Wednesday, 20 April 2022 09:55

Collar claims to limit labour woes

Written by  Staff Reporters
Halter claims its collars have been a massive stress reliever, especially during the Covid restrictions. Halter claims its collars have been a massive stress reliever, especially during the Covid restrictions.

Solar-powered smart cow collar manufacturer Halter claims it will help combat the country's acute labour shortage when it expands into Taranaki, Southland, Otago and the Central Plateau next month.

The company says its growth is in response to significant demand from the industry, and comes off the back of its successful launch into Canterbury late last year.

Despite eased border restrictions and changes to the class exception scheme, demand for workers continues.

In January, the industry predicted it would be short of between 4,000 and 6,000 workers this year alone.

The company says smart solutions like its collar, which it says can save farmers up to 20-40 hours a week, will relieve some of the unrelenting pressure to recruit.

"It means owner-operators can effectively and sustainably run small farms single-handedly, and on bigger stations, it offers farmers the opportunity to operate at a higher level."

The GPS-enabled collars enable farmers to automate herd movements, reducing on-farm workload.

Halter business development manage Steve Crowhurst says the collars have been a massive stress reliever, especially during the red setting of the Covid-19 Protection Framework.

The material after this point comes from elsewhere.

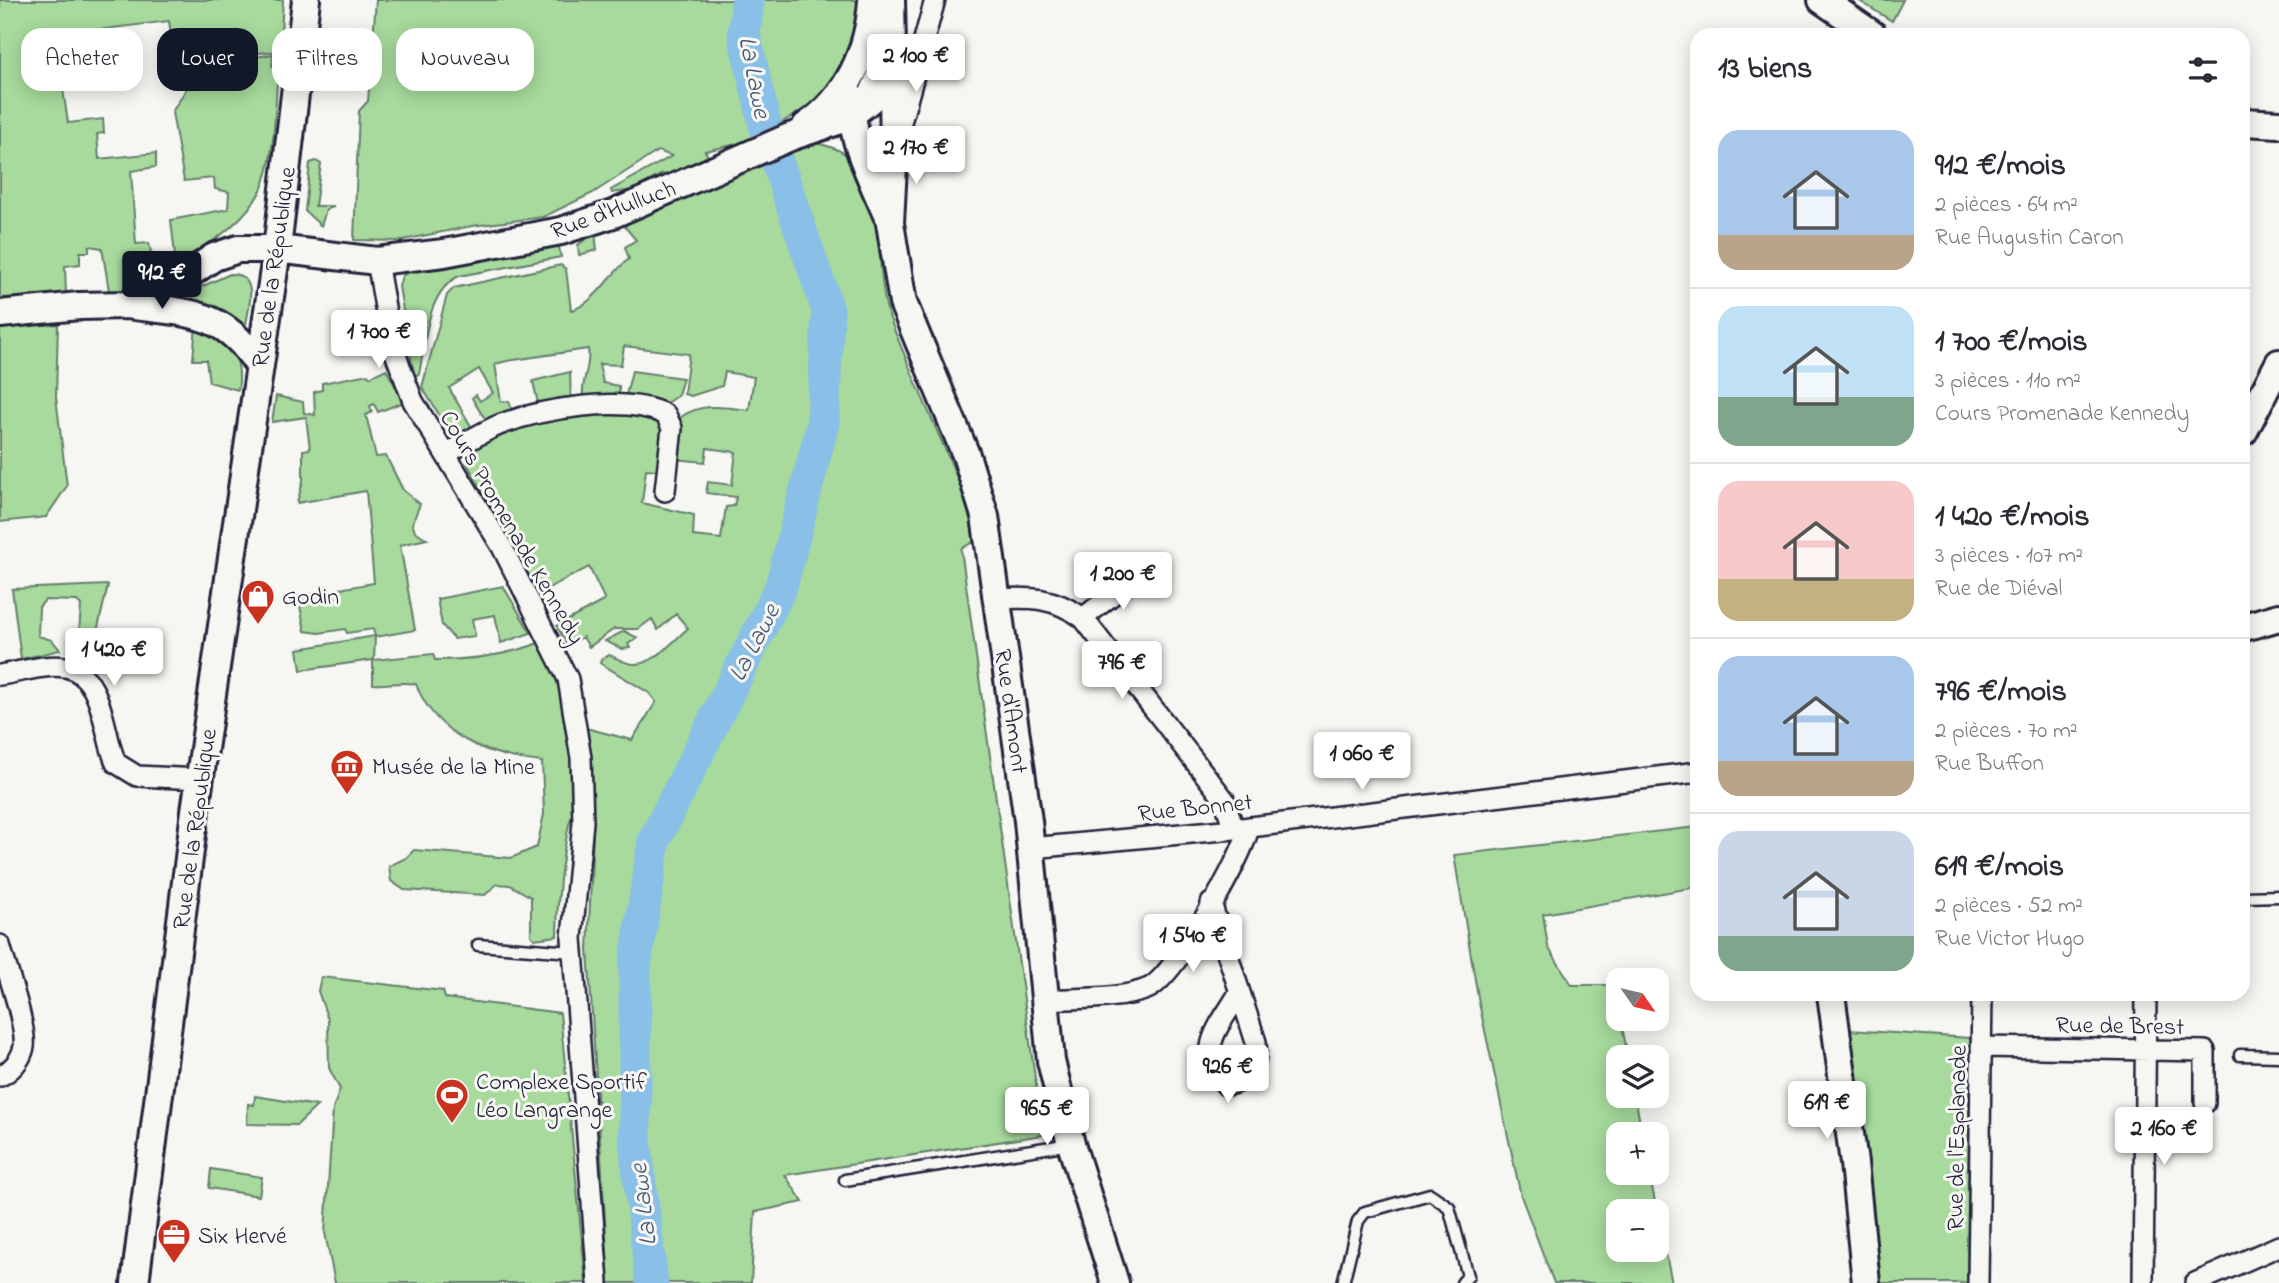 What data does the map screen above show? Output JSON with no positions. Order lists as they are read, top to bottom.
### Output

"We've been able to support farmers to run 750-cow, 3-mob farms with just two people, and still manage to maintain normal output and sustainable hours."

Jo Sheridan, the demonstration manager at Owl Farm - a 160ha dairy farm, a joint venture between St Peter's School Cambridge and Lincoln University, says the product has reduced hours, and allowed the entire team to see everything that's happening on the farm.

"By no longer needing two people milking and getting cows in we have more options to carry out other work on farm and offer flexible, sustainable time off."

On larger farms like Canterbury's Craigmore Group, one of the largest corporate farming operations in the country, it means they can offer farmers an improved work-life balance without compromising on production.

The current industy benchmark states one full-time worker is required for every 173 cows, but Craigmore is now able to manage 260 cows per full-time worker, all with sustainable hours. Matt Redmond, farm business manager on a 147ha, 520 cow Craigmore farm in the Culverden Basin, North Canterbury, says the company adopted Halter because they're passionate about sustainability and worker welfare.

"We've been able to offer staff a better working life. Rather than spending hours sitting behind cows, our workers can spend more time on high-value management and big picture tasks."

He says the cows are also calme without having the noise and pressure of a motorbike and dogs behind them.